Dornbusch et al. (1977)[43] generalized the theory to allow for such a large number of goods as to form a smooth continuum. Based in part on these generalizations of the model, Davis (1995)[44] provides a more recent view of the Ricardian approach to explain trade between countries with similar resources. That is, we expect a positive relationship between output per worker and the number of exports. MacDougall tested this relationship with data from the US and UK, and did indeed find a positive relationship. The statistical test of this positive relationship was replicated[40][41] with new data by Stern (1962) and Balassa (1963).
Examples of comparative advantage
He concluded that some nations may have a complete absolute advantage in many industries, but still face a level of opportunity cost. So whilst France is better at producing wine and cheese, it may be more productive in making wine. In other words, nations still trade if they have an absolute advantage because there is an element of opportunity cost. By contrast, comparative advantage is where a country can produce a specific good at a lower opportunity cost.
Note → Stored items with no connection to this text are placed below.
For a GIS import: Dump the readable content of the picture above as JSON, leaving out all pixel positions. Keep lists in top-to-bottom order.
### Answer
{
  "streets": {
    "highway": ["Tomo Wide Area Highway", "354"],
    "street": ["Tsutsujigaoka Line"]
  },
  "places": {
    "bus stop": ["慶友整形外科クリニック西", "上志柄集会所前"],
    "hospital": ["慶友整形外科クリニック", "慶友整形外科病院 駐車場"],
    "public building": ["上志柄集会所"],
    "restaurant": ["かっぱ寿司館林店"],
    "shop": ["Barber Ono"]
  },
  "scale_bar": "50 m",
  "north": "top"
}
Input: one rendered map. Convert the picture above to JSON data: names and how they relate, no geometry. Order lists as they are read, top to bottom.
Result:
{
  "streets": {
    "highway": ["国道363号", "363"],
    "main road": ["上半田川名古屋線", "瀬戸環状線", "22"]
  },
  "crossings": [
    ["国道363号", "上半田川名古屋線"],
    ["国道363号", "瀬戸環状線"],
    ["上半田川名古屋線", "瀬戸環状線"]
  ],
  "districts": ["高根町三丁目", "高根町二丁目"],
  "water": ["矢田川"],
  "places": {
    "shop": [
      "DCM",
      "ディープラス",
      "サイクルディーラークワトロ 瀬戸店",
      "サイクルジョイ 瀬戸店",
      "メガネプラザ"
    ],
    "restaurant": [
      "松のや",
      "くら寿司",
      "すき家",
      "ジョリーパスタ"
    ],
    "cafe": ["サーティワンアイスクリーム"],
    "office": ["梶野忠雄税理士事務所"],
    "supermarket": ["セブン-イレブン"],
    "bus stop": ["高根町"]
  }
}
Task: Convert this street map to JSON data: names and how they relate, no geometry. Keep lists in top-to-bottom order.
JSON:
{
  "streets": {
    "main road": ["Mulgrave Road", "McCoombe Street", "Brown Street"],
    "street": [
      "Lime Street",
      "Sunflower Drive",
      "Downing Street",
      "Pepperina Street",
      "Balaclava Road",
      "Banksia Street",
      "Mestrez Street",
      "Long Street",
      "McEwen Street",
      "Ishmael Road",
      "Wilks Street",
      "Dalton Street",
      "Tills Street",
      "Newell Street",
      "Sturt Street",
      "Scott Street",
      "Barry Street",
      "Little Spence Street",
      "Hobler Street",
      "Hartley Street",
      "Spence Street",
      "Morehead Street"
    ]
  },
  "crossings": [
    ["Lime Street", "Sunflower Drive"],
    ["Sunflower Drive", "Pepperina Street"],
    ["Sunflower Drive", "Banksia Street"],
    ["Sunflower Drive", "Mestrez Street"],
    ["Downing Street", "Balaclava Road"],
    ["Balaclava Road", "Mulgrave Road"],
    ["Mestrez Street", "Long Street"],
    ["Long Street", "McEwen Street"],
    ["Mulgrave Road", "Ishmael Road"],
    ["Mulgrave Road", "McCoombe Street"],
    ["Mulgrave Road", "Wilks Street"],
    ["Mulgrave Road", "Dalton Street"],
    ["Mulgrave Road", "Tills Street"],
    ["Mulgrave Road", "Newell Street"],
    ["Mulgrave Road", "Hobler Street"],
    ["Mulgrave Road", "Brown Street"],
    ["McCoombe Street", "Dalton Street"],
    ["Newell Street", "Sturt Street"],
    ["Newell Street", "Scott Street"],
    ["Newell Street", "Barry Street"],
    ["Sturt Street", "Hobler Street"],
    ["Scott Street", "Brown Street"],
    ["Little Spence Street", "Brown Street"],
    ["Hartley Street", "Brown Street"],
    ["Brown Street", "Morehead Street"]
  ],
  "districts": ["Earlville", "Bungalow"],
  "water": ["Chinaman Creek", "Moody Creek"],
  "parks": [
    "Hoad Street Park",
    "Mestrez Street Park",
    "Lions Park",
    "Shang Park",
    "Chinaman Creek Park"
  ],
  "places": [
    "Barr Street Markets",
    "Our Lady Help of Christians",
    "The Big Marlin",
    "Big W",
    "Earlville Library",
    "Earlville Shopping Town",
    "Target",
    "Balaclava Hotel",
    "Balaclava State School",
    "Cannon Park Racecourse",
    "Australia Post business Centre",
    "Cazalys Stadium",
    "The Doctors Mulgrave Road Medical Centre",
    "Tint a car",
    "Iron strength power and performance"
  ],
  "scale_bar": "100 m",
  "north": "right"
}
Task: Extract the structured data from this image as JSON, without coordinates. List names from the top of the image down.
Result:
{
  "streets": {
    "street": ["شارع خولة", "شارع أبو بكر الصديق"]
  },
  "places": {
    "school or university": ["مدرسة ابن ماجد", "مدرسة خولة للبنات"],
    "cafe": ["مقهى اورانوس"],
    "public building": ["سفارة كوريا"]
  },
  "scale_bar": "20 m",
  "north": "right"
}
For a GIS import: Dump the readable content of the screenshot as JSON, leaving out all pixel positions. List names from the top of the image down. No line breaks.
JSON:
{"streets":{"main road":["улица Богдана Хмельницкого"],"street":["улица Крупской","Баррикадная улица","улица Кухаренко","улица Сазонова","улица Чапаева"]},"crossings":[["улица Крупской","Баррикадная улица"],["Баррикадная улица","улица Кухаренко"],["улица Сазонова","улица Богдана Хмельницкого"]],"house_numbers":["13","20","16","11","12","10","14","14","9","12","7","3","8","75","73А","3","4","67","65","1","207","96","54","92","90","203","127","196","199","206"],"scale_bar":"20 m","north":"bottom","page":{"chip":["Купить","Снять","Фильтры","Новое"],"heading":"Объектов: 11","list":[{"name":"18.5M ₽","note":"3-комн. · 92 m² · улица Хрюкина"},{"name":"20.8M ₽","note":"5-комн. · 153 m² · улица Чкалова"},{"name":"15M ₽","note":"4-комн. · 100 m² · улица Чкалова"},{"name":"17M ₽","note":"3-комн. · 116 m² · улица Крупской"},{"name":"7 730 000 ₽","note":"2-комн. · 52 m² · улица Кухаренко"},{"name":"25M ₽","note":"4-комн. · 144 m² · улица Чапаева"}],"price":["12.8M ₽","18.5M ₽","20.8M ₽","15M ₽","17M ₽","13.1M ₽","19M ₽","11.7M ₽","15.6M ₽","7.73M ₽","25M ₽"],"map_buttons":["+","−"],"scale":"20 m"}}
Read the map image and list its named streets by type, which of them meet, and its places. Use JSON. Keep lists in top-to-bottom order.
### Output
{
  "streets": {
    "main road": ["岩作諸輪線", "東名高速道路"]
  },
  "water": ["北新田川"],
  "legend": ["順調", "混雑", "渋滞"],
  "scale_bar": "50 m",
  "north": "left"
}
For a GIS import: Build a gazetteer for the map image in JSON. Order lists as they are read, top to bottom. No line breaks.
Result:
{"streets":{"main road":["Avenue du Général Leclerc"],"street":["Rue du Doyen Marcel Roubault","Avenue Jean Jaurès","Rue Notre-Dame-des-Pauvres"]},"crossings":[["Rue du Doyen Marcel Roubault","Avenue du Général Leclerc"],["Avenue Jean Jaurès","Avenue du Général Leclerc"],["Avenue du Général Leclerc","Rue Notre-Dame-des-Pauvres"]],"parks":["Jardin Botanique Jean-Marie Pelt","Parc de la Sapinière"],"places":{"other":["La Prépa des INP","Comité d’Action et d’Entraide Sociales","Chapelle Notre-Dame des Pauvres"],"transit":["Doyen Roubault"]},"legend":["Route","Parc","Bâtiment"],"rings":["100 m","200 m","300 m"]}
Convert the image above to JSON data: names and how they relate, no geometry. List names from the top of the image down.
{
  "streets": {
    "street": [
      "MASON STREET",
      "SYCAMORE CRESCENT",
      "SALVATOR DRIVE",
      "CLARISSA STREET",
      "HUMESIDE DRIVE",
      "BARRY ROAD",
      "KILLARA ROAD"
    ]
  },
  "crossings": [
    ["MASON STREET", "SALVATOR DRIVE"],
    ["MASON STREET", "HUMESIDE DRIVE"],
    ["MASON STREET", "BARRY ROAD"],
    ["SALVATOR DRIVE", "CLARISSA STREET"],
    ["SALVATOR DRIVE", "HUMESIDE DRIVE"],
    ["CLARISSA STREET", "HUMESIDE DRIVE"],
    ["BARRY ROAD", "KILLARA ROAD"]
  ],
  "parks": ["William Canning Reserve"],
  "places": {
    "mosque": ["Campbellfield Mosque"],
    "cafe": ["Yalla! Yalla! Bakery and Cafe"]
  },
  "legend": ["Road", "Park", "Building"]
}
It is for this reason that the US has a comparative advantage in producing trucks. Yet, Japan has an opportunity cost advantage in the production of cars.
He defined it as a state by which one nation was more efficient at producing a certain good than another. However, unlike absolute advantage, comparative advantage considers opportunity cost. One factor in America’s comparative advantages is its vast landmass bordered by two oceans.
Generally, people should do the action that they’re the least bad at, working to their comparative advantage. According to Ricardo, a properly structured international trade agreement could work out for both countries, even if country A is more efficient at making both banana bread and rice cakes. But the motive may no less exist, where one of the two countries has facilities superior to the other in producing both commodities. One critique of the textbook model of comparative advantage is that there are only two goods.
England would receive more value by exporting products that required skilled labor and machinery. Comparative advantage is the ability of a country to produce a good or service for a lower opportunity https://1investing.in/ cost than other countries. Competitive advantage refers to a company, economy, country, or individual’s ability to provide a stronger value to consumers as compared with its competitors.
However, the difference between what I make per hour and what you make per hour cleaning is only $5, compared to a whopping $90 difference between our wages working as a lawyer. I’m ‘least bad’ at cleaning your house, in other words I have a comparative advantage at cleaning, so both of us would be better off if you paid me to clean your house and devoted all your time to earning the big bucks at that fancy law firm. You may be better than me at everything, but I still have the comparative advantage at cleaning your house – ha!
When you first met the production possibility frontier (PPF) in the chapter on Choice in a World of Scarcity we drew it with an outward-bending shape. This shape illustrated that as we transferred inputs from producing one good to another—like from education to health services—there were increasing opportunity costs. In the examples in this chapter, we draw the PPFs as straight lines, which means that opportunity costs are constant. When we transfer a marginal unit of labor away from growing corn and toward producing oil, the decline in the quantity of corn and the increase in the quantity of oil is always the same.